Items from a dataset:
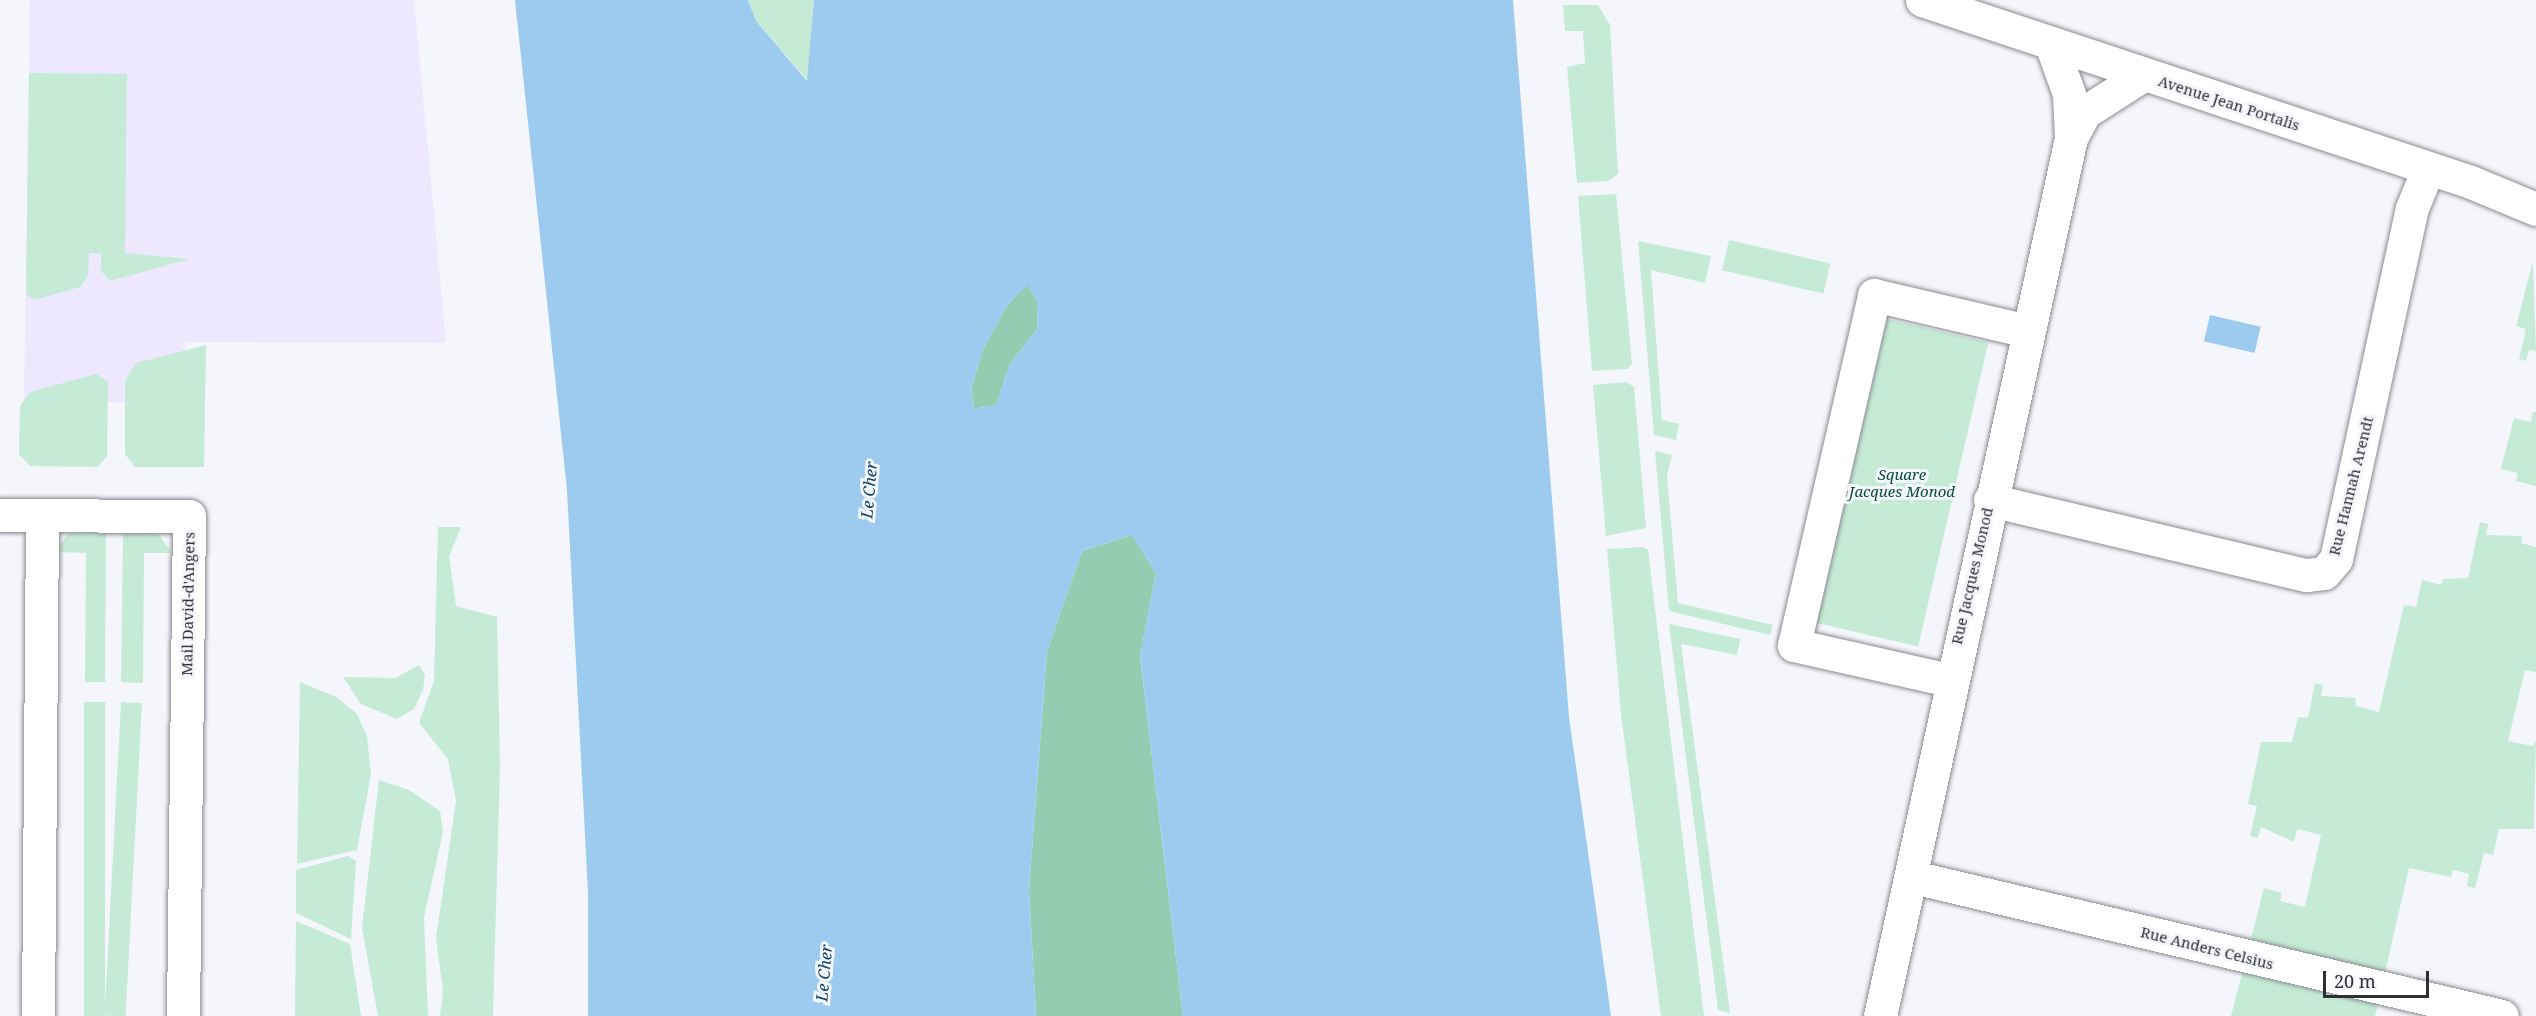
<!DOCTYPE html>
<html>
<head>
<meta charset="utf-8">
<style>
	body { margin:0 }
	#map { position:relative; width:2536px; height:1016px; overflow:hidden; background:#f4f6fb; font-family:"Noto Serif",serif }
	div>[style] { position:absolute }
	.education>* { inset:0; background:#eee8fe }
	.green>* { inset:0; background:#c5ebd7; transform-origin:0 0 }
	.forest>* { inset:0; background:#93ccb0 }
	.water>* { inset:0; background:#9dcbef; transform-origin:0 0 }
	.roads { filter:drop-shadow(0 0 2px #8a8b90) drop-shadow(0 0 2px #8a8b90) }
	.minor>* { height:33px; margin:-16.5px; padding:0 16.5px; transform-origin:16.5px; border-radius:16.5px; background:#fff }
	span { translate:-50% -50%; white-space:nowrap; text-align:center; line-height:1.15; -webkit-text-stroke:6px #f4f6fb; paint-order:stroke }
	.street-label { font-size:15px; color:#2f2f31 }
	.park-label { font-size:15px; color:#075138; font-style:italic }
	.water-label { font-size:16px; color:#0a4164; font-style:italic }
	.scale { position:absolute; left:2323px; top:971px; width:106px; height:27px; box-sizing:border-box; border:3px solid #2f2f31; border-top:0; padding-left:8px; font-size:18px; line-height:21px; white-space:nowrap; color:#2f2f31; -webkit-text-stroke:4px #f4f6fb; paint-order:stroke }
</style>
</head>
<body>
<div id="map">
	<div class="education">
		<i style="clip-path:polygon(30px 0,414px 0,446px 343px,185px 342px,184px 403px,24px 401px)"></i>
	</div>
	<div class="green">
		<i style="clip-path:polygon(748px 0,814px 0,808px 81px,756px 21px)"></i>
		<i style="clip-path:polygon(1563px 5px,1598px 5px,1610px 25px,1618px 174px,1608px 181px,1577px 183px,1567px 67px,1585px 63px,1583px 31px,1565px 31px)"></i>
		<i style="clip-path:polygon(29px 73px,127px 74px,125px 253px,190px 259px,110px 281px,101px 271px,101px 253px,89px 253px,88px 276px,80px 287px,34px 300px,26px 294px)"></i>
		<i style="clip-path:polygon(1616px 194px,1632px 363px,1628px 369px,1592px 371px,1578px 196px)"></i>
		<i style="left:1729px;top:240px;width:104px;height:31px;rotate:13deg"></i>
		<i style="clip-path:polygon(1638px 241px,1711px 256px,1705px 283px,1651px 270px,1662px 420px,1679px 424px,1676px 440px,1654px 435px)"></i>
		<i style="clip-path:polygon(2533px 261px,2536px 351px,2529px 350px,2526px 361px,2519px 359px,2526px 329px,2516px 326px)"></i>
		<i style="left:1887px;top:319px;width:104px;height:312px;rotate:13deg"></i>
		<i style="clip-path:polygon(206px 345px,204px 467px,135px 467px,125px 454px,125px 381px,136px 363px)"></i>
		<i style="clip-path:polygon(96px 374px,108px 381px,107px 456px,98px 467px,30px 466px,19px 454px,20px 406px,30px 392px)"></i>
		<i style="clip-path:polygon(1627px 382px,1634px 387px,1646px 528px,1606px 536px,1593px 385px)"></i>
		<i style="clip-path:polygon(2533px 412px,2536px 412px,2536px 486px,2516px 481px,2518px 473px,2501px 469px,2514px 418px,2531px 422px)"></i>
		<i style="clip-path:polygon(1655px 451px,1672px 455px,1667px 476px,1678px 603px,1773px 625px,1770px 635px,1669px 611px)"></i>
		<i style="clip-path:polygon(2480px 522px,2488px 524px,2486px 535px,2522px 536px,2521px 543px,2536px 547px,2536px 672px,2525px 670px,2508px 741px,2533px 746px,2536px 740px,2534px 829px,2499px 829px,2493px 855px,2484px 853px,2475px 888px,2467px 886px,2469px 874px,2453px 870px,2451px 877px,2409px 868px,2375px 1016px,2231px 1016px,2264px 888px,2282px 893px,2280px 901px,2305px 907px,2321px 835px,2297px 829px,2294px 842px,2261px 827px,2258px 838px,2250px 836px,2257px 806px,2248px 804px,2261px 742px,2292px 742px,2298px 717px,2308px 718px,2315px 683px,2323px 685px,2321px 696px,2356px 698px,2355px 706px,2379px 712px,2404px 605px,2416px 607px,2422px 580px,2441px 585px,2443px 579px,2468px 578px)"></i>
		<i style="clip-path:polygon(438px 527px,461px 527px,449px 556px,456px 606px,497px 617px,500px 766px,493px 1016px,440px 1016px,443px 991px,436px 938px,456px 801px,448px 759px,419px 723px,434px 681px)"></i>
		<i style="clip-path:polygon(106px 532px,105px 682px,85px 682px,86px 553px,57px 552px,67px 534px)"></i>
		<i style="clip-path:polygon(123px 532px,158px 534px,172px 553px,144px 553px,143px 683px,121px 682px)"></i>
		<i style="clip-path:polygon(1643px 547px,1648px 550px,1704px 1016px,1661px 1016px,1621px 714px,1607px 549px)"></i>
		<i style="clip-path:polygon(1669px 624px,1740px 639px,1737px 655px,1681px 644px,1730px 1013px,1718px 1010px)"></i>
		<i style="clip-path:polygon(419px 665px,425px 675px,423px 690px,414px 709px,397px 719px,361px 704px,343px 677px,395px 678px)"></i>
		<i style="clip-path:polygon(300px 682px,336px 697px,357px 714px,367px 736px,371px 774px,357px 850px,297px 864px)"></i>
		<i style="left:84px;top:702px;width:21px;height:314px"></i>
		<i style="left:121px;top:702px;width:21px;height:314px;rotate:3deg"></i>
		<i style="clip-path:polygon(379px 780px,409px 790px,440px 811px,443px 832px,424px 917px,428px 1016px,378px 1016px,362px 928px)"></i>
		<i style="clip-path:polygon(348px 856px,356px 861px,351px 939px,296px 913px,296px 870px)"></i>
		<i style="clip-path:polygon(296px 921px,350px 944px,361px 1016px,295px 1016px)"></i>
	</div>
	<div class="forest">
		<i style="clip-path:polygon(1028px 284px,1038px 303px,1037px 329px,1010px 364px,996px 405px,974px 409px,971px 389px,983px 349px,1008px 304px)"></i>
		<i style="clip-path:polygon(1132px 535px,1156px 573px,1140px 656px,1183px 1016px,1036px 1016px,1029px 890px,1047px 651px,1082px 551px)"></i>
	</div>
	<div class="water">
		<i style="clip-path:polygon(evenodd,515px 0,748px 0,756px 21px,807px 81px,814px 0,1513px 0,1569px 717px,1611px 1016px,1183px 1016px,1140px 656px,1156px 573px,1132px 535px,1082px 551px,1047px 651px,1029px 890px,1036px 1016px,588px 1016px,588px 893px,567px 490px,515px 0,1028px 285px,1038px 303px,1037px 329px,1010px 364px,996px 405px,974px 409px,971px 389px,983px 349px,1008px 304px,1028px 285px)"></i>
		<i style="left:2210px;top:315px;width:52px;height:27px;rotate:13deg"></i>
	</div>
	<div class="roads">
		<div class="minor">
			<i style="left:1922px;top:0;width:578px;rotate:18.34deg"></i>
			<i style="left:2471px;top:182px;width:70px;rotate:22.6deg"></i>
			<i style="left:2051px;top:44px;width:53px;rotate:70.2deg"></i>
			<i style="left:2069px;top:94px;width:44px;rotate:87.4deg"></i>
			<i style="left:1990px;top:500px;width:325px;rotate:13.4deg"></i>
			<i style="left:2306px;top:575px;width:18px;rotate:-6deg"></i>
			<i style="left:2324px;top:573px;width:18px;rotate:-49deg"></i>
			<i style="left:2336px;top:559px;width:359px;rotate:-77.8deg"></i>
			<i style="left:2412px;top:208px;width:42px;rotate:-67.7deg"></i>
			<i style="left:0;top:515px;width:189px;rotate:0.3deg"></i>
			<i style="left:189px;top:516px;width:500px;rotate:90.69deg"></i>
			<i style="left:1949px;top:680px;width:159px;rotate:-167.3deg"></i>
			<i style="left:1794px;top:645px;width:359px;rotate:-77.1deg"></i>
			<i style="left:1874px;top:295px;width:157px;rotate:13.2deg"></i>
			<i style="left:1913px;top:877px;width:605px;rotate:13.28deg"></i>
			<i style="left:38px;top:1016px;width:501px;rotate:-89.54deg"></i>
			<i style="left:1880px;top:1016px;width:899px;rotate:-77.73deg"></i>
			<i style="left:2071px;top:138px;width:30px;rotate:-62deg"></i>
			<i style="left:2085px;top:112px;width:69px;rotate:-32.5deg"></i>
		</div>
	</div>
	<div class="street-label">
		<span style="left:2229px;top:103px;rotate:18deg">Avenue Jean Portalis</span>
		<span style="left:2351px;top:486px;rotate:-76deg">Rue Hannah Arendt</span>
		<span style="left:1972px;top:576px;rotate:-77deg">Rue Jacques Monod</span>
		<span style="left:188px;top:604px;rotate:-89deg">Mail David-d'Angers</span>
		<span style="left:2207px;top:948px;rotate:14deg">Rue Anders Celsius</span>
	</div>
	<div class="park-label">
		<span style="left:1902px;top:483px">Square<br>Jacques Monod</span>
	</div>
	<div class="water-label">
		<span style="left:869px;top:490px;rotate:-85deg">Le Cher</span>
		<span style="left:824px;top:973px;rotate:-85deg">Le Cher</span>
	</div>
	<div class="scale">20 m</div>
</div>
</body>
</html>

## What needs to be done:
Reproduce exactly the lines above from the line with "position:relative; width:2536px; height:1016px;" to the line with "translate:-50% -50%; white-space:nowrap;", including both, and add nothing.

## Solution to this task:
	#map { position:relative; width:2536px; height:1016px; overflow:hidden; background:#f4f6fb; font-family:"Noto Serif",serif }
	div>[style] { position:absolute }
	.education>* { inset:0; background:#eee8fe }
	.green>* { inset:0; background:#c5ebd7; transform-origin:0 0 }
	.forest>* { inset:0; background:#93ccb0 }
	.water>* { inset:0; background:#9dcbef; transform-origin:0 0 }
	.roads { filter:drop-shadow(0 0 2px #8a8b90) drop-shadow(0 0 2px #8a8b90) }
	.minor>* { height:33px; margin:-16.5px; padding:0 16.5px; transform-origin:16.5px; border-radius:16.5px; background:#fff }
	span { translate:-50% -50%; white-space:nowrap; text-align:center; line-height:1.15; -webkit-text-stroke:6px #f4f6fb; paint-order:stroke }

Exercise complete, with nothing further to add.